Information given: Begin
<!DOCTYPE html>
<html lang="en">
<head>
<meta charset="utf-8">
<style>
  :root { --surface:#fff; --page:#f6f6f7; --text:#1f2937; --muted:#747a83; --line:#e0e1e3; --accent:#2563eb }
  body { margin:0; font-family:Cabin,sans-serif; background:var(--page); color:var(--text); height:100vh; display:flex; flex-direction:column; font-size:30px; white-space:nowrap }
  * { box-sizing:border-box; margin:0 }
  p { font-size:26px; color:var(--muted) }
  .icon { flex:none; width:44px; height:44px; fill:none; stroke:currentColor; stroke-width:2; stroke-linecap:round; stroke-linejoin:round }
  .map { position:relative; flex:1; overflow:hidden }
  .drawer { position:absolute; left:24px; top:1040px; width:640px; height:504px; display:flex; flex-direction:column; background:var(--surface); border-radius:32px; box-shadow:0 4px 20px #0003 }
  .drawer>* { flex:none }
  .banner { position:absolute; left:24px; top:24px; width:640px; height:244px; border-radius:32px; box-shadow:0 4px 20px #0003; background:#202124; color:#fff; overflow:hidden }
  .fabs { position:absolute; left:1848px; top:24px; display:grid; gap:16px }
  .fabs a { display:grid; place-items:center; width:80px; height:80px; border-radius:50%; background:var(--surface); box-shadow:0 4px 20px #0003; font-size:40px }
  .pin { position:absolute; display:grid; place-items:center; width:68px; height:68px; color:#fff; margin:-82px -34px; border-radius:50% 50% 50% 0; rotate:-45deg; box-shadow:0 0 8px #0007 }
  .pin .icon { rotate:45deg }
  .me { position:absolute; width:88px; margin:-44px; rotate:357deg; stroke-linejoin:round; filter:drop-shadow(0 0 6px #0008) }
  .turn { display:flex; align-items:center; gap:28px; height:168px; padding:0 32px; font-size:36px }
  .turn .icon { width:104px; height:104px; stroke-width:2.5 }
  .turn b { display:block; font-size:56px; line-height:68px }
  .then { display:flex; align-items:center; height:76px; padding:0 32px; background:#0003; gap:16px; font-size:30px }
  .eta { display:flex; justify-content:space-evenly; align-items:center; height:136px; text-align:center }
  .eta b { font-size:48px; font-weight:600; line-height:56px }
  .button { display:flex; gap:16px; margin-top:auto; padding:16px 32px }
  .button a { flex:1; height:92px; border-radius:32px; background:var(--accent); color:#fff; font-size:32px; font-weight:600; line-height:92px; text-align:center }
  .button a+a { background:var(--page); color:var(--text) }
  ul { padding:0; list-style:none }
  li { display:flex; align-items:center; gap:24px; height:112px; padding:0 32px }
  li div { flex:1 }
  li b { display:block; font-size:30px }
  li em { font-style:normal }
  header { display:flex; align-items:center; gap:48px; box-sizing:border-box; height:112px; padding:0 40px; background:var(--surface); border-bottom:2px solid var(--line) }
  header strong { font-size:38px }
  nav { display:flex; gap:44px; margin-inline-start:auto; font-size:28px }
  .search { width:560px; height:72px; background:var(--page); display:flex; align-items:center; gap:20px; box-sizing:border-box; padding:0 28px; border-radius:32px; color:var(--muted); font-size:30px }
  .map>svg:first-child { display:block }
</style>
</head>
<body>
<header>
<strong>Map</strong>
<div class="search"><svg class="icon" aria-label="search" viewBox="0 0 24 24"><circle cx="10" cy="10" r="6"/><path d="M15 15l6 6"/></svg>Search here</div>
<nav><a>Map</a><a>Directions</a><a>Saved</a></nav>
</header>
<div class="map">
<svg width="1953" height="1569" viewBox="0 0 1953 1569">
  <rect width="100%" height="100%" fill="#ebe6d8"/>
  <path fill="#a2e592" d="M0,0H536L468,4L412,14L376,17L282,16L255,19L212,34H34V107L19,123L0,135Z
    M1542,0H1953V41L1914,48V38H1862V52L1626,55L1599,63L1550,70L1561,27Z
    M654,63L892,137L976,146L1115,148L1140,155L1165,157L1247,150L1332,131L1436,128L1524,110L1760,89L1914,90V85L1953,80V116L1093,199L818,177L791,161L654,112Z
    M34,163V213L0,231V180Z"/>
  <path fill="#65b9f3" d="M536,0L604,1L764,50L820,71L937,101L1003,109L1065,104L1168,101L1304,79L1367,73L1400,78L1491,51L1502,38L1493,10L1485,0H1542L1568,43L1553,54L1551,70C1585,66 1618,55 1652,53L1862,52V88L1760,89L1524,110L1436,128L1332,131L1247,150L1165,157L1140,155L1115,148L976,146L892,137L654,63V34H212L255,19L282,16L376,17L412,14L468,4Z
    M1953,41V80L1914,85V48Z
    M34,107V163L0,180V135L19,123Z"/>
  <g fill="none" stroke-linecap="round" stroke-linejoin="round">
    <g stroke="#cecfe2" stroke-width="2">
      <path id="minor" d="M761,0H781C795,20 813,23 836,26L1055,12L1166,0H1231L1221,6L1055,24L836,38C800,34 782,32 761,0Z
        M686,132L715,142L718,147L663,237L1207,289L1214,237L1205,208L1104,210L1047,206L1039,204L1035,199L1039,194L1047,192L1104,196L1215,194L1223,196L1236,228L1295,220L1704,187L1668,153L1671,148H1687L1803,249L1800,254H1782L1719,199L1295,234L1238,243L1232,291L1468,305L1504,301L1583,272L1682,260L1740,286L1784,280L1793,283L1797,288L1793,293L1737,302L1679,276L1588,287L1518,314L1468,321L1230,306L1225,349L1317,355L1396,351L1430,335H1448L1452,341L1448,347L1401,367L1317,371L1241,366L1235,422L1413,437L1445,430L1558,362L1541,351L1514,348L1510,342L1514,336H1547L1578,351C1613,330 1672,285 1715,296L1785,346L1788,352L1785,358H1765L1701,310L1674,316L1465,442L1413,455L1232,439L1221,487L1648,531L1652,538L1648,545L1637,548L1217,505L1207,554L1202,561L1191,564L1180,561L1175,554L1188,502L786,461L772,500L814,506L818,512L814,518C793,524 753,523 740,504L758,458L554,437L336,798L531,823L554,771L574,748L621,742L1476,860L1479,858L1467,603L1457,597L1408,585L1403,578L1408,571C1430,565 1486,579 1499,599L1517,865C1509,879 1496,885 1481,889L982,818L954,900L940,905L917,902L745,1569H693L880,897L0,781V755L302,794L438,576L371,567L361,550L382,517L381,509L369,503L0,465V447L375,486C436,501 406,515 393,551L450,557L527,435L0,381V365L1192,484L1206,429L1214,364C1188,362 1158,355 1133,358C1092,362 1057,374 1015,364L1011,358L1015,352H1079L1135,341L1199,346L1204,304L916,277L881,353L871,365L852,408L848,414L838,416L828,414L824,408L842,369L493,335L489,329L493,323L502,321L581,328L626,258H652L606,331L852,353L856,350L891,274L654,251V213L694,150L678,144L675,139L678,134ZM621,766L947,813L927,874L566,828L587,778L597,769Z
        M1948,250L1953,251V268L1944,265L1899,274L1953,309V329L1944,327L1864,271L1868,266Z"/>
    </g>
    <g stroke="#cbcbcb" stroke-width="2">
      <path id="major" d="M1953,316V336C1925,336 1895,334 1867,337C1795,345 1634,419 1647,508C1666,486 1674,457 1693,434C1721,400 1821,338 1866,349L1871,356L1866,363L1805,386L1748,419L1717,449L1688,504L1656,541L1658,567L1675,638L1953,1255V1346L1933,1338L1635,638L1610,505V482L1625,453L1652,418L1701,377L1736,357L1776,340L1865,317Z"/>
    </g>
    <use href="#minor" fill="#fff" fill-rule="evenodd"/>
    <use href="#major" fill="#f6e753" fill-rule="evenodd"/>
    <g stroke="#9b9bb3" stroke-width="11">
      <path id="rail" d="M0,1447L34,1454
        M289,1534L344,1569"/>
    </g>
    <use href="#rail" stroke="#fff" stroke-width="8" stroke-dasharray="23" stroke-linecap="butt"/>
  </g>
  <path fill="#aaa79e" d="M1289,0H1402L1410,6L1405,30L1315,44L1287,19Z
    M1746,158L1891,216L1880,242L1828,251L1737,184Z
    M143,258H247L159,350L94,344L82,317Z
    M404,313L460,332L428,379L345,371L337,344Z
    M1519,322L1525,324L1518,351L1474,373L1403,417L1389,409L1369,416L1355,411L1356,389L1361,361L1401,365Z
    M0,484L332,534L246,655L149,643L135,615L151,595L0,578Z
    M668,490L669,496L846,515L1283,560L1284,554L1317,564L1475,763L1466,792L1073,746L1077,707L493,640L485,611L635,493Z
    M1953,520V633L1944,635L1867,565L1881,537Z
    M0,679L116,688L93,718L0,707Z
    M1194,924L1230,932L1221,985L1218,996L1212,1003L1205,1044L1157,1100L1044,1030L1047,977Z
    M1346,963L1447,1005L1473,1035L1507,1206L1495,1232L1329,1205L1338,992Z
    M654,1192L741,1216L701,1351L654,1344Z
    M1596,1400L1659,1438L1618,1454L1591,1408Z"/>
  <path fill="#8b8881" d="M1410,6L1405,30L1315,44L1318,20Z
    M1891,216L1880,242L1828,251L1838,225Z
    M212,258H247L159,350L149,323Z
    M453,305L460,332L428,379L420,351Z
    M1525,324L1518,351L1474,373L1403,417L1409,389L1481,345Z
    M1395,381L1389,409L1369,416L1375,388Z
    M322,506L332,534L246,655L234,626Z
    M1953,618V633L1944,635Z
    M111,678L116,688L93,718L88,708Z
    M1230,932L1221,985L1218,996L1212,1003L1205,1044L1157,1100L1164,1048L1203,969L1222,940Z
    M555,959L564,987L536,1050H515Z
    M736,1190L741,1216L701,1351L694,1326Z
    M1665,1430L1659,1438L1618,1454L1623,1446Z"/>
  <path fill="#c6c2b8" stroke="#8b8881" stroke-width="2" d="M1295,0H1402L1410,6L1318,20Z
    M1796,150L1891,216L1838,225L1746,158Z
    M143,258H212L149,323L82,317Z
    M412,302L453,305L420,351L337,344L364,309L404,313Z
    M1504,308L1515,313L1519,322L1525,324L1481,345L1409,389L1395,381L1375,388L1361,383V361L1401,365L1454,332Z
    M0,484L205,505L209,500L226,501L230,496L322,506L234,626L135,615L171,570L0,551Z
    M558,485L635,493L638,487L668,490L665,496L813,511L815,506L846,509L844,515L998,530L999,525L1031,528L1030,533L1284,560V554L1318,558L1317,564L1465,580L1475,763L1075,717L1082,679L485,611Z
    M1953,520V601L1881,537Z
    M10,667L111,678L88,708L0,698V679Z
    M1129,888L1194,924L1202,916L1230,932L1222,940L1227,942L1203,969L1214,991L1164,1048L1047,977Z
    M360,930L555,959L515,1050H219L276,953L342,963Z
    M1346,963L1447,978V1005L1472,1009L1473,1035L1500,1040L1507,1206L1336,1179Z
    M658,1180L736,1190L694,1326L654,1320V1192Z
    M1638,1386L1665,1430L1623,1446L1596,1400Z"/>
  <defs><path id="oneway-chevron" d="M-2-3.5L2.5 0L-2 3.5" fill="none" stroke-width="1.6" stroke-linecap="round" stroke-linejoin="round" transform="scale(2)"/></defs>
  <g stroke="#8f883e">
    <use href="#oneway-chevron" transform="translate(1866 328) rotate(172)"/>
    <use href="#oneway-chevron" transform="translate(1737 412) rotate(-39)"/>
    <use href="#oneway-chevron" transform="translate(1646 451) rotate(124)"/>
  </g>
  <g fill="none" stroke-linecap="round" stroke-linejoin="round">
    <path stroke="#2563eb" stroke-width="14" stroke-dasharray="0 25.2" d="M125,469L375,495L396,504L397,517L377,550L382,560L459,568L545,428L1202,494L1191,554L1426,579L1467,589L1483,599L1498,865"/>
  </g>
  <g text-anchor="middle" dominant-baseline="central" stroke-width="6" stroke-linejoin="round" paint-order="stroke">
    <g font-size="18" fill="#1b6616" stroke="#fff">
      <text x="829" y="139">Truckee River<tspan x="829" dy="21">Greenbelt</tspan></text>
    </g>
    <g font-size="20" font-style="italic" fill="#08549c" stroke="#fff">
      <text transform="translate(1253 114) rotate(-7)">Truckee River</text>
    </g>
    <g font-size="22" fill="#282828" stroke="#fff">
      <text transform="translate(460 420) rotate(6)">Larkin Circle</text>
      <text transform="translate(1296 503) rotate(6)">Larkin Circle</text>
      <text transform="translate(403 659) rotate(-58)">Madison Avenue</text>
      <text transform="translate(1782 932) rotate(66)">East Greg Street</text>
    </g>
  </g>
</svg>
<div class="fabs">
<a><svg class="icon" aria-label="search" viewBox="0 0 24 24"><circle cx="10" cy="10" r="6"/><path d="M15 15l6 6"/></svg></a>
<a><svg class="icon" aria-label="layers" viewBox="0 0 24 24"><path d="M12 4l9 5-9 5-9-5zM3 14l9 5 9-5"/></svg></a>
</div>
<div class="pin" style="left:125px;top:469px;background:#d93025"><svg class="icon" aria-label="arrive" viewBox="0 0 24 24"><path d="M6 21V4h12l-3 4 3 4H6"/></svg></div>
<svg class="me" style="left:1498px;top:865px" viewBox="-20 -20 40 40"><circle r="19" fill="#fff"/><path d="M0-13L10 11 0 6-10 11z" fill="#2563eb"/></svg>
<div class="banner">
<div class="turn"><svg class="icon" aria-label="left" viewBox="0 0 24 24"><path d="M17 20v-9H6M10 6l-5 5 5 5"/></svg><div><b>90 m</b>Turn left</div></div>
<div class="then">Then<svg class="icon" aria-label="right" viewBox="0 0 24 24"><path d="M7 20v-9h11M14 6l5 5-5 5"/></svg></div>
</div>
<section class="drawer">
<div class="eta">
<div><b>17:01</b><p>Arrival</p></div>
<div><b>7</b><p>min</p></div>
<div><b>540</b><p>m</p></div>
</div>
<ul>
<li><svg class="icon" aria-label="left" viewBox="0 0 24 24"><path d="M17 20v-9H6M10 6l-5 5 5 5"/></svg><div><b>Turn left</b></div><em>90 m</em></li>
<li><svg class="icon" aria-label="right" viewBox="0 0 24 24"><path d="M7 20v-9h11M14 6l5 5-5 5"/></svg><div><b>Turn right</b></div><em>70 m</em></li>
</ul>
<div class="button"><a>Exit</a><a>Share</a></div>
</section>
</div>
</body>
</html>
Information given: End
- _Work required_
Write out, word for word, the lines from the one containing "<div><b>17:01</b><p>Arrival</p></div>" through the end of the records, with no other lines.

- _Solution_
<div><b>17:01</b><p>Arrival</p></div>
<div><b>7</b><p>min</p></div>
<div><b>540</b><p>m</p></div>
</div>
<ul>
<li><svg class="icon" aria-label="left" viewBox="0 0 24 24"><path d="M17 20v-9H6M10 6l-5 5 5 5"/></svg><div><b>Turn left</b></div><em>90 m</em></li>
<li><svg class="icon" aria-label="right" viewBox="0 0 24 24"><path d="M7 20v-9h11M14 6l5 5-5 5"/></svg><div><b>Turn right</b></div><em>70 m</em></li>
</ul>
<div class="button"><a>Exit</a><a>Share</a></div>
</section>
</div>
</body>
</html>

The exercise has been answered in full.